*** SOURCE DATA Section Begins ***

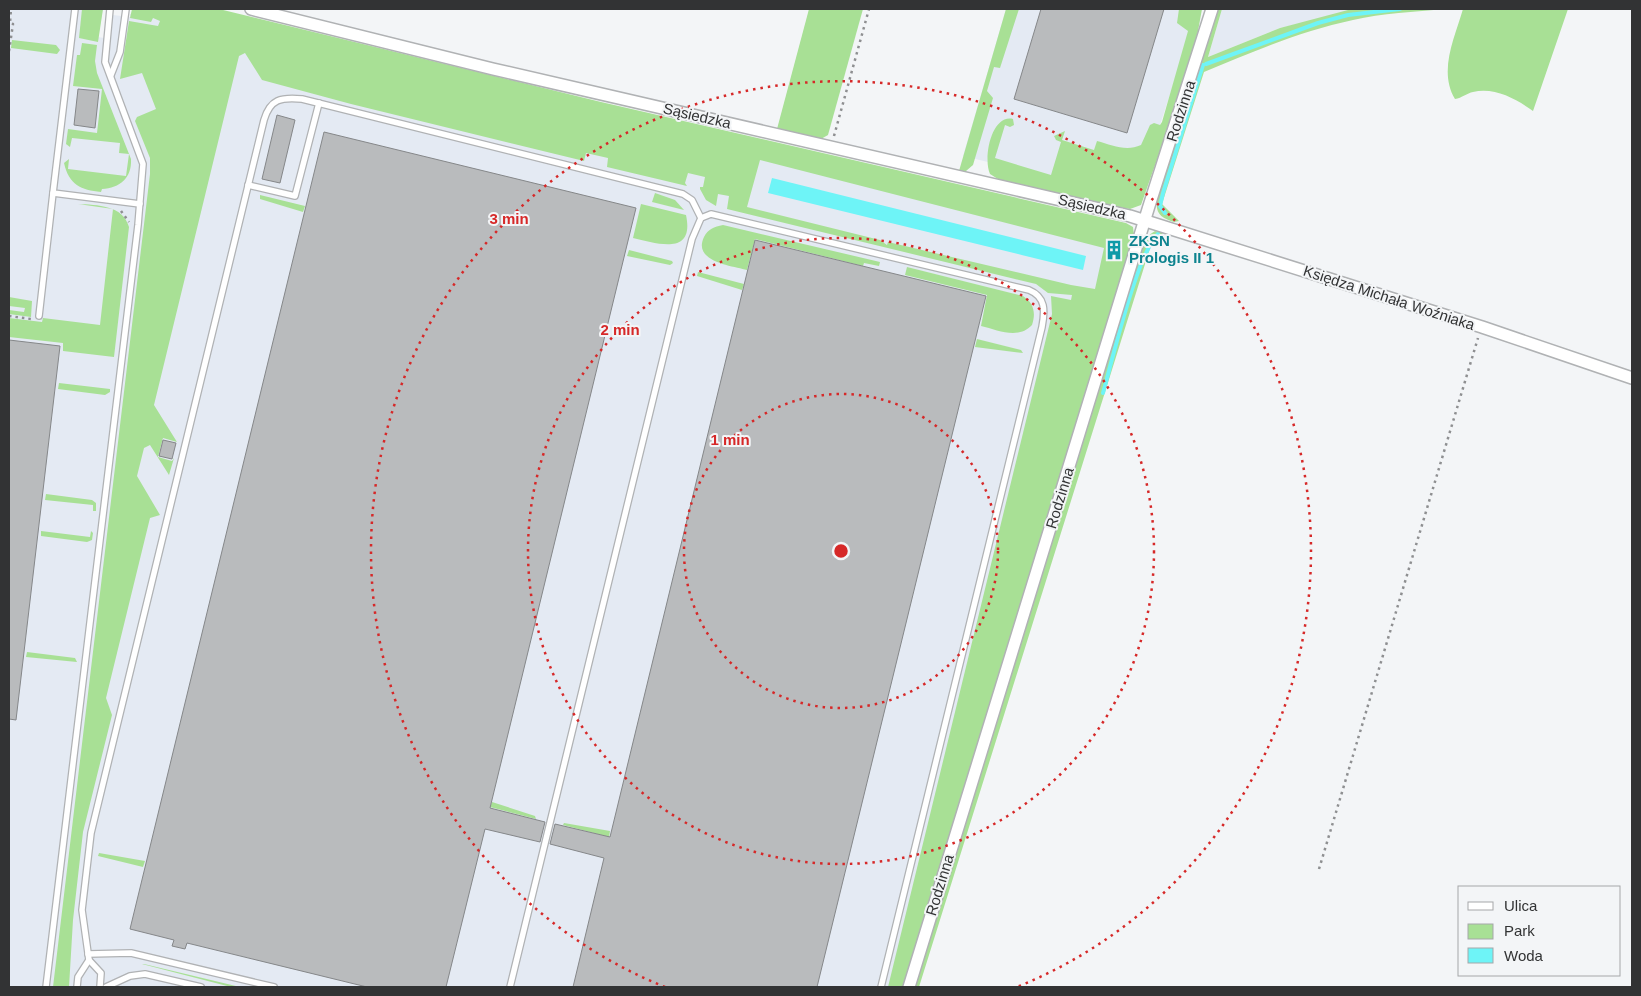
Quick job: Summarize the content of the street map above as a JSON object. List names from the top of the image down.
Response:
{
  "streets": {
    "street": ["Rodzinna", "Sąsiedzka", "Księdza Michała Woźniaka"]
  },
  "crossings": [
    ["Rodzinna", "Sąsiedzka"],
    ["Rodzinna", "Księdza Michała Woźniaka"],
    ["Sąsiedzka", "Księdza Michała Woźniaka"]
  ],
  "places": {
    "building": ["ZKSN Prologis II 1"]
  },
  "legend": ["Ulica", "Park", "Woda"],
  "rings": ["3 min", "2 min", "1 min"]
}
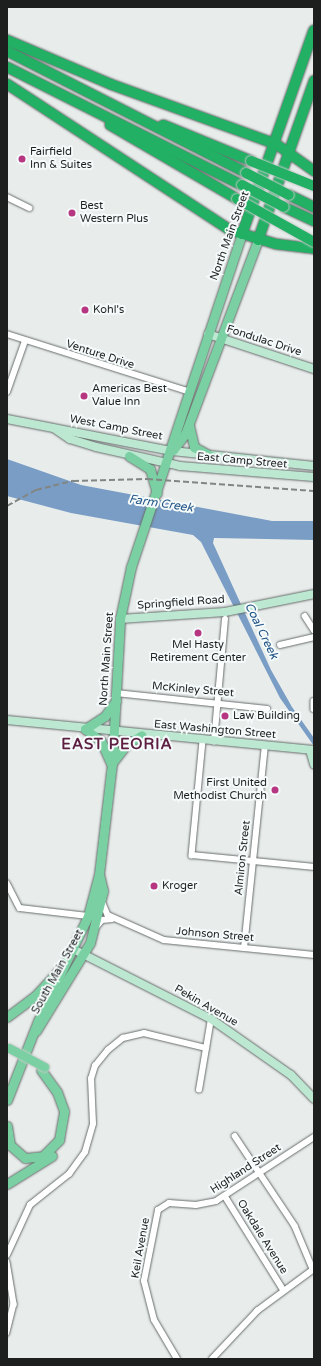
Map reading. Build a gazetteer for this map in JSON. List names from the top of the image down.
{
  "streets": {
    "highway": ["North Main Street"],
    "main road": [
      "Fondulac Drive",
      "West Camp Street",
      "East Camp Street",
      "Springfield Road",
      "East Washington Street",
      "South Main Street",
      "Pekin Avenue"
    ],
    "street": [
      "Venture Drive",
      "McKinley Street",
      "Almiron Street",
      "Johnson Street",
      "Highland Street",
      "Oakdale Avenue",
      "Keil Avenue"
    ]
  },
  "crossings": [
    ["North Main Street", "Fondulac Drive"],
    ["North Main Street", "Venture Drive"],
    ["North Main Street", "West Camp Street"],
    ["North Main Street", "East Camp Street"],
    ["North Main Street", "Springfield Road"],
    ["North Main Street", "McKinley Street"],
    ["North Main Street", "East Washington Street"],
    ["North Main Street", "South Main Street"],
    ["West Camp Street", "East Camp Street"],
    ["East Washington Street", "Almiron Street"],
    ["East Washington Street", "South Main Street"],
    ["Almiron Street", "Johnson Street"],
    ["Johnson Street", "South Main Street"],
    ["South Main Street", "Pekin Avenue"],
    ["Highland Street", "Oakdale Avenue"],
    ["Highland Street", "Keil Avenue"]
  ],
  "districts": ["EAST PEORIA"],
  "water": ["Farm Creek", "Coal Creek"],
  "places": [
    "Fairfield Inn & Suites",
    "Best Western Plus",
    "Kohl's",
    "Americas Best Value Inn",
    "Mel Hasty Retirement Center",
    "Law Building",
    "First United Methodist Church",
    "Kroger"
  ]
}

*** SOURCE DATA Section Ends ***

→ **WORK REQUEST**: In your copy, include no pictures, but reproduce all records exactly.

→ **WRITTEN RESPONSE**:
Quick job: Summarize the content of the street map above as a JSON object. List names from the top of the image down.
Response:
{
  "streets": {
    "street": ["Rodzinna", "Sąsiedzka", "Księdza Michała Woźniaka"]
  },
  "crossings": [
    ["Rodzinna", "Sąsiedzka"],
    ["Rodzinna", "Księdza Michała Woźniaka"],
    ["Sąsiedzka", "Księdza Michała Woźniaka"]
  ],
  "places": {
    "building": ["ZKSN Prologis II 1"]
  },
  "legend": ["Ulica", "Park", "Woda"],
  "rings": ["3 min", "2 min", "1 min"]
}
Map reading. Build a gazetteer for this map in JSON. List names from the top of the image down.
{
  "streets": {
    "highway": ["North Main Street"],
    "main road": [
      "Fondulac Drive",
      "West Camp Street",
      "East Camp Street",
      "Springfield Road",
      "East Washington Street",
      "South Main Street",
      "Pekin Avenue"
    ],
    "street": [
      "Venture Drive",
      "McKinley Street",
      "Almiron Street",
      "Johnson Street",
      "Highland Street",
      "Oakdale Avenue",
      "Keil Avenue"
    ]
  },
  "crossings": [
    ["North Main Street", "Fondulac Drive"],
    ["North Main Street", "Venture Drive"],
    ["North Main Street", "West Camp Street"],
    ["North Main Street", "East Camp Street"],
    ["North Main Street", "Springfield Road"],
    ["North Main Street", "McKinley Street"],
    ["North Main Street", "East Washington Street"],
    ["North Main Street", "South Main Street"],
    ["West Camp Street", "East Camp Street"],
    ["East Washington Street", "Almiron Street"],
    ["East Washington Street", "South Main Street"],
    ["Almiron Street", "Johnson Street"],
    ["Johnson Street", "South Main Street"],
    ["South Main Street", "Pekin Avenue"],
    ["Highland Street", "Oakdale Avenue"],
    ["Highland Street", "Keil Avenue"]
  ],
  "districts": ["EAST PEORIA"],
  "water": ["Farm Creek", "Coal Creek"],
  "places": [
    "Fairfield Inn & Suites",
    "Best Western Plus",
    "Kohl's",
    "Americas Best Value Inn",
    "Mel Hasty Retirement Center",
    "Law Building",
    "First United Methodist Church",
    "Kroger"
  ]
}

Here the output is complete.